This task calls for copying each line below that contains "tools".

_Given information_
——————

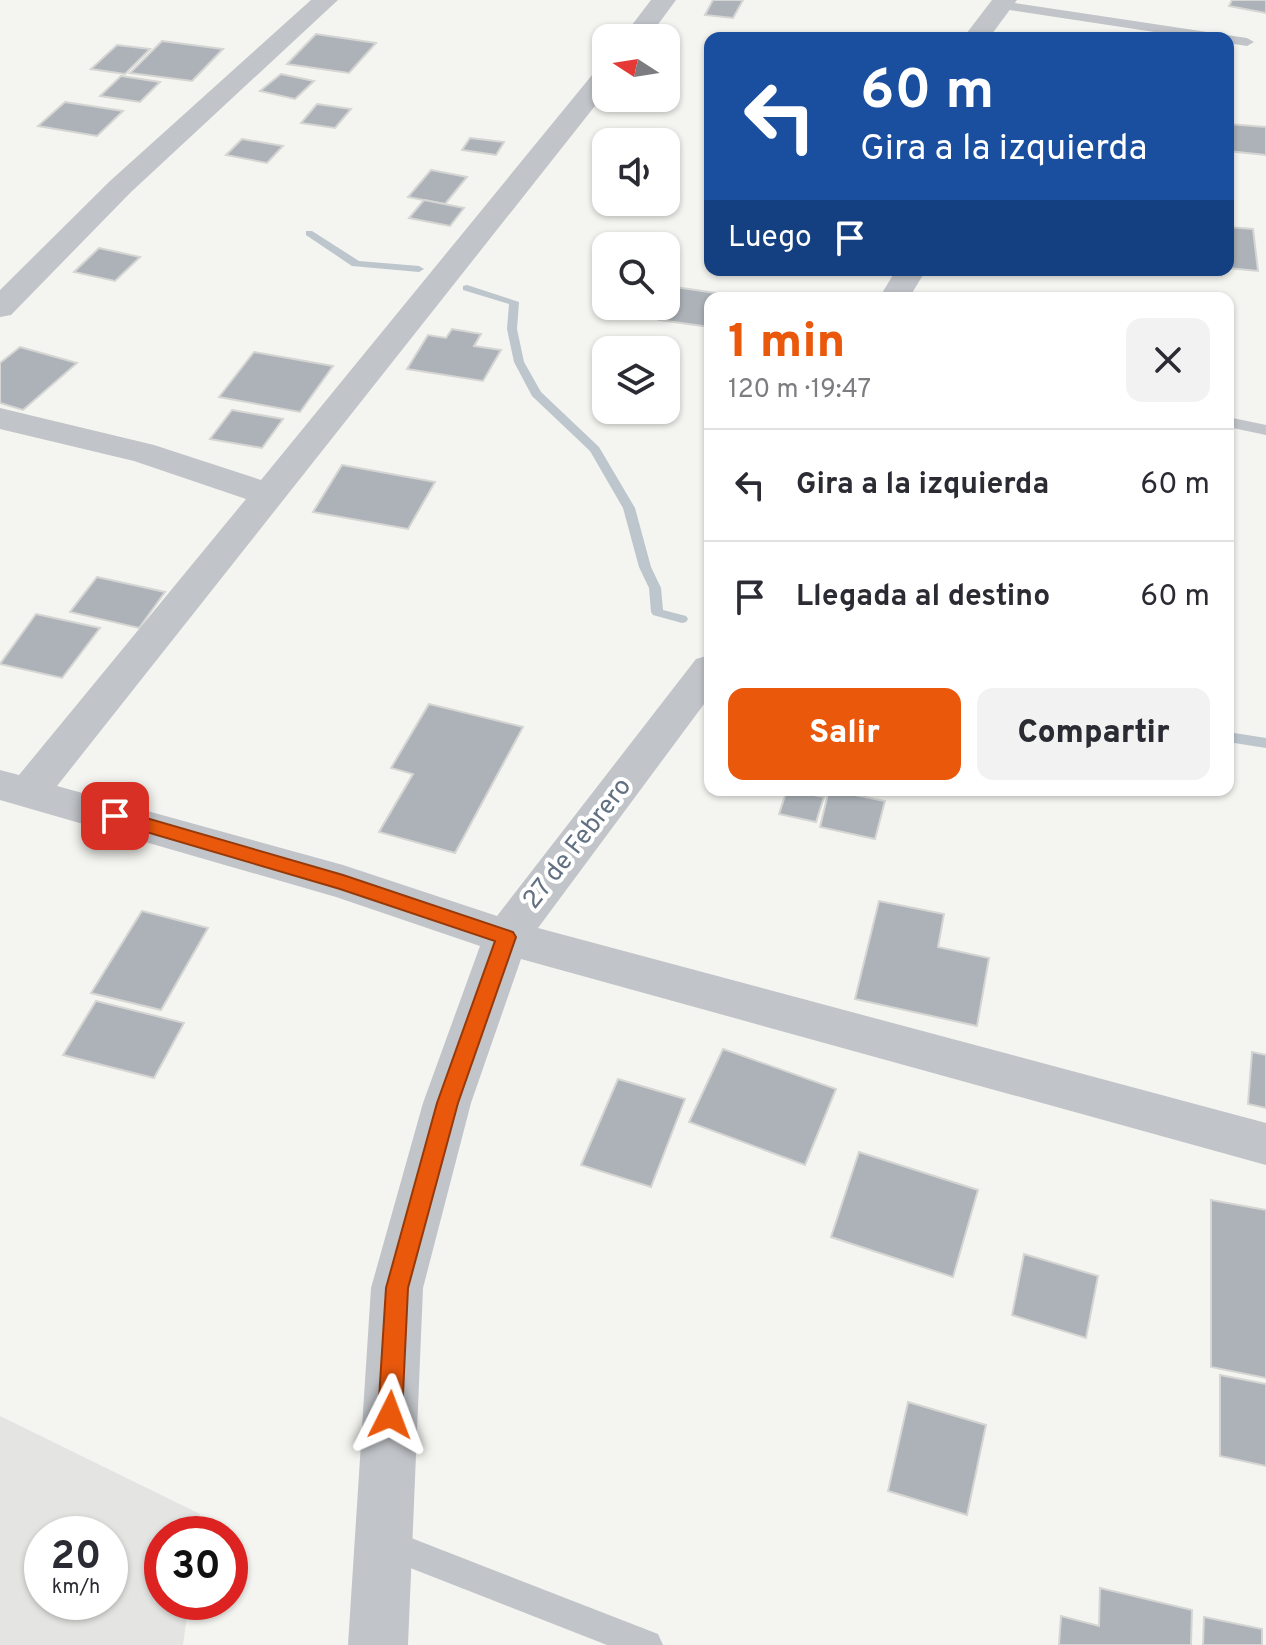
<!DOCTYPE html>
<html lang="es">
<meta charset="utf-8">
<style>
body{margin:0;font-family:Overpass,sans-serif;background:#f2f2f3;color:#2b2b33;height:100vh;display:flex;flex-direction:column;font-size:30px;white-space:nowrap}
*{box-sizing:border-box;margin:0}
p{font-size:26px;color:#7c7c81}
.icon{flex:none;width:44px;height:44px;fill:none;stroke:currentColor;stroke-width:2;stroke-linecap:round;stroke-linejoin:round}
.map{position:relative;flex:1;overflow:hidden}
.details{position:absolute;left:704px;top:292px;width:530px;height:504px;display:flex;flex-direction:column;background:#fff;border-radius:16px;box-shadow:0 2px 6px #0004}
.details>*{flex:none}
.guide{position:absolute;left:704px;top:32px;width:530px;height:244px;border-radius:16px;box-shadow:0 2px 6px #0004;background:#1a4fa0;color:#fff;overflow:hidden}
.needle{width:52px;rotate:282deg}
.tools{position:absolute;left:592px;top:24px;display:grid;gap:16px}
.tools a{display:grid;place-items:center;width:88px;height:88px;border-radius:16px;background:#fff;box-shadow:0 2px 6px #0004;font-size:40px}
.speed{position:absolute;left:24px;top:1516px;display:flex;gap:16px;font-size:40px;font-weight:700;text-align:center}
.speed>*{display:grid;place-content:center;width:104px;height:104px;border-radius:50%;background:#fff;box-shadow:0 2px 6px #0004;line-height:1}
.speed small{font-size:20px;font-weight:400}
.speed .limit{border:12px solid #d22;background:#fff;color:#111}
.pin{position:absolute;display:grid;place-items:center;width:68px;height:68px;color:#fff;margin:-34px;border-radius:16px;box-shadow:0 4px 12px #0006}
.me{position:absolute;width:88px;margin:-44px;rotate:3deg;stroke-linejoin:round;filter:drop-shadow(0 0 6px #0008)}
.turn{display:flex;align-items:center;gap:28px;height:168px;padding:0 24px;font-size:36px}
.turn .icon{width:104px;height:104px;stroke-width:2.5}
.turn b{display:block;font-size:56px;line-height:68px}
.then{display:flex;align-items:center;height:76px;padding:0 24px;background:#0003;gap:16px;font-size:30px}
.round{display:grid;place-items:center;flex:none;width:84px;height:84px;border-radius:16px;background:#f2f2f3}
.overview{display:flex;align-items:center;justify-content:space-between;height:136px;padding:0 24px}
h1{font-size:48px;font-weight:800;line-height:60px;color:#ea580c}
.action{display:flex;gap:16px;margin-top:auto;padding:16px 24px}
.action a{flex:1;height:92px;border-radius:16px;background:#ea580c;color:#fff;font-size:32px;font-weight:800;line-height:92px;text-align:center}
.action a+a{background:#f2f2f3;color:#2b2b33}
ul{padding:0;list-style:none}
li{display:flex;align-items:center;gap:24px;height:112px;padding:0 24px;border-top:2px solid #e1e1e2}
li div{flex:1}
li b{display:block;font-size:30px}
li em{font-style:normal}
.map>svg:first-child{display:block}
.built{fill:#e4e5e3;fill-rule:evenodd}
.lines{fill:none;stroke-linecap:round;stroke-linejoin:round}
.stream{fill:#bcc6cc;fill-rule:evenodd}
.building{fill:#acb2b8;stroke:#d5d5d3;stroke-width:2}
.lane{fill:#c1c4c8;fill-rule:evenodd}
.street{fill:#c1c4c8;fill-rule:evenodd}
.route{fill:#ea580c;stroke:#983908;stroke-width:2}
.labels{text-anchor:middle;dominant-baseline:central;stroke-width:8;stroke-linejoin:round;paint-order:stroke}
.street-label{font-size:26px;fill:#627181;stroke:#fff}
</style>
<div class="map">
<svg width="1266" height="1645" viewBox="0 0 1266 1645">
<rect width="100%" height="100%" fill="#f4f4f0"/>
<!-- built -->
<path class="built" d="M0,1416L200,1514L197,1534H162V1602H189L183,1645H0ZM110,1534V1602H42V1534Z"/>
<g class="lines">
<!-- stream -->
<g class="stream">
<path d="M306,231H312L359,261L419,266L424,269L419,272L352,266L306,235Z"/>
<path d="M467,285L519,302L517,329L524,362L541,392L599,447L635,508L651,567L661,588L663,610L686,616L688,619L686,622L682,623L653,615L651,612L649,588L639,567L623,508L590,451L532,396L514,362L507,329L509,304L463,290V286Z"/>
<path d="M1228,732L1266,738V748L1228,742Z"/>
</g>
</g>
<!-- building -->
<g class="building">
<path d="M713,0H743L733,18L705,15Z"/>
<path d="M1232,0H1266V13L1229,6Z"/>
<path d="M316,34L376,43L349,73L287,64Z"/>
<path d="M162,41L223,49L192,81L130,73Z"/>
<path d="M117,45L150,49L125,74L91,69Z"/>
<path d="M281,74L314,81L295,99L260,91Z"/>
<path d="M121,76L160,82L140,102L100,96Z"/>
<path d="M65,102L123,111L97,136L38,126Z"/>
<path d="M317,104L351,109L335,128L301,123Z"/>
<path d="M1228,124L1266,127V155L1228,151Z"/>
<path d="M470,138L504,142L496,155L462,150Z"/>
<path d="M242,139L283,146L267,163L226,155Z"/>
<path d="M431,170L467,177L445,204L408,197Z"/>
<path d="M424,200L464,208L450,226L409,218Z"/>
<path d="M1228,227L1253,229L1258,271L1228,268Z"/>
<path d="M99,248L140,257L115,281L74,272Z"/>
<path d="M675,287L750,298H710V327L659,320Z"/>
<path d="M452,329L481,334L474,346L501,350L483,381L407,369L428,335L446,338Z"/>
<path d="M20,347L77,363L23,410L0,403V363Z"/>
<path d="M254,352L333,366L300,412L219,397Z"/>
<path d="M232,410L283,419L262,448L210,439Z"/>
<path d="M342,465L435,482L408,529L313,512Z"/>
<path d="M97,577L165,592L139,628L70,612Z"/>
<path d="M36,614L100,628L62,678L0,664Z"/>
<path d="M429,704L523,727L455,853L379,832L413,774L391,768Z"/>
<path d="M787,790L824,797L816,822L779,814Z"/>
<path d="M829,790L885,801L875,839L820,827Z"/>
<path d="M879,901L944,914L938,947L989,958L977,1026L855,999Z"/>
<path d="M142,911L208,928L161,1010L91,993Z"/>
<path d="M96,1001L184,1023L154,1078L63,1055Z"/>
<path d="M723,1049L836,1089L805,1165L689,1122Z"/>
<path d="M1252,1052L1266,1055V1108L1248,1104Z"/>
<path d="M618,1079L685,1099L651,1187L581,1165Z"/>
<path d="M859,1152L978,1190L953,1277L831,1237Z"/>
<path d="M1211,1200L1266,1210V1378L1211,1367Z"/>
<path d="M1024,1254L1098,1276L1086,1338L1012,1315Z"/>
<path d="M1220,1375L1266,1384V1466L1220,1456Z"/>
<path d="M908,1402L986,1425L967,1515L888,1491Z"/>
<path d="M1100,1588L1192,1610L1191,1645H1059L1061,1616L1099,1626Z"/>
<path d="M1204,1617L1262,1629V1645H1203Z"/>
</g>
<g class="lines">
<!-- lane -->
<g class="lane">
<path d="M1001,1L1247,38L1254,42L1247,46L1228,43V38H1194L996,8V2Z"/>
<path d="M1228,417L1266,425V435L1228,427Z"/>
<path d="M383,1527L658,1634L663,1645H607L372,1553L368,1542L372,1531Z"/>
</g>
<!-- street -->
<g class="street">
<path d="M311,0H338L130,193L11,315L0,317V290L110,181Z"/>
<path d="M651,0H676L648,38H622Z"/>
<path d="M992,0H1017L989,38H963Z"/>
<path d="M606,67V92L57,786L343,865L497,916L696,659L710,655V696L538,928L1266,1123V1165L521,959L471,1103L423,1288L408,1645H348L371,1288L423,1103L480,946L336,897L0,800V770L19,775L246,499L134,461L0,429V408L154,445L261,480L597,69Z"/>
<path d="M896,270H926L909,298H879Z"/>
</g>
</g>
<!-- route -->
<path class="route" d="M115,809L343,875L513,932L516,937L458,1103L408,1288L402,1415L398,1423L390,1427L382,1423L378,1415L386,1288L437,1103L495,941L340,889L109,821V811Z"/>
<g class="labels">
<!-- street labels -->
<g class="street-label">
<text transform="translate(578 844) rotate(-52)">27 de Febrero</text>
</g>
</g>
</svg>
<div class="tools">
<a><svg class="needle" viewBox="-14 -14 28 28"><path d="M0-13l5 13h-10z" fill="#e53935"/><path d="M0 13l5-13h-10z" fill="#7c7c81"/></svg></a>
<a><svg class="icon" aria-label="sound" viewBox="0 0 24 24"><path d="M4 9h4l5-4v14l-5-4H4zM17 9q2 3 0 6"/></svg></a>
<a><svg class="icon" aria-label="search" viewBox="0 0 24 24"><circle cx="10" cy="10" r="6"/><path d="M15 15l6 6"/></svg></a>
<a><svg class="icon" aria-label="layers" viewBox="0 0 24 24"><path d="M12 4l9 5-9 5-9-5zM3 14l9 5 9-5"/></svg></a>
</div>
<div class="speed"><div>20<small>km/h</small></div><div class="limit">30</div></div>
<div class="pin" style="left:115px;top:816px;background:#d93025"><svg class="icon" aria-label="arrive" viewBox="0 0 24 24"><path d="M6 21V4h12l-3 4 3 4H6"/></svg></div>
<svg class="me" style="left:390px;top:1415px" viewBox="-20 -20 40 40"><path d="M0-17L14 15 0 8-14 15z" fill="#ea580c" stroke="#fff" stroke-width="4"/></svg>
<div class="guide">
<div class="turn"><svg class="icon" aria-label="left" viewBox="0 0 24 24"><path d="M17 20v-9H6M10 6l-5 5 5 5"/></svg><div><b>60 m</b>Gira a la izquierda</div></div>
<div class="then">Luego<svg class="icon" aria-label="arrive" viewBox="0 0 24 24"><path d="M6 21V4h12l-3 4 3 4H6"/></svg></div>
</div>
<section class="details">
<div class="overview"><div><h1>1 min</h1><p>120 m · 19:47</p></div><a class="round"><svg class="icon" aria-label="close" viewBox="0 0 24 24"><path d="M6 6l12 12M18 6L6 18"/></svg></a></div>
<ul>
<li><svg class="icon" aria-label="left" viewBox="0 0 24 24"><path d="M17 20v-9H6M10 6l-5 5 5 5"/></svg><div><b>Gira a la izquierda</b></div><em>60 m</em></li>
<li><svg class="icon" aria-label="arrive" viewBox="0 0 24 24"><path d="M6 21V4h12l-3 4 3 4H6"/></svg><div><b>Llegada al destino</b></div><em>60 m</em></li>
</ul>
<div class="action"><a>Salir</a><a>Compartir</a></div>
</section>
</div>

——————

_Output below_
.tools{position:absolute;left:592px;top:24px;display:grid;gap:16px}
.tools a{display:grid;place-items:center;width:88px;height:88px;border-radius:16px;background:#fff;box-shadow:0 2px 6px #0004;font-size:40px}
<div class="tools">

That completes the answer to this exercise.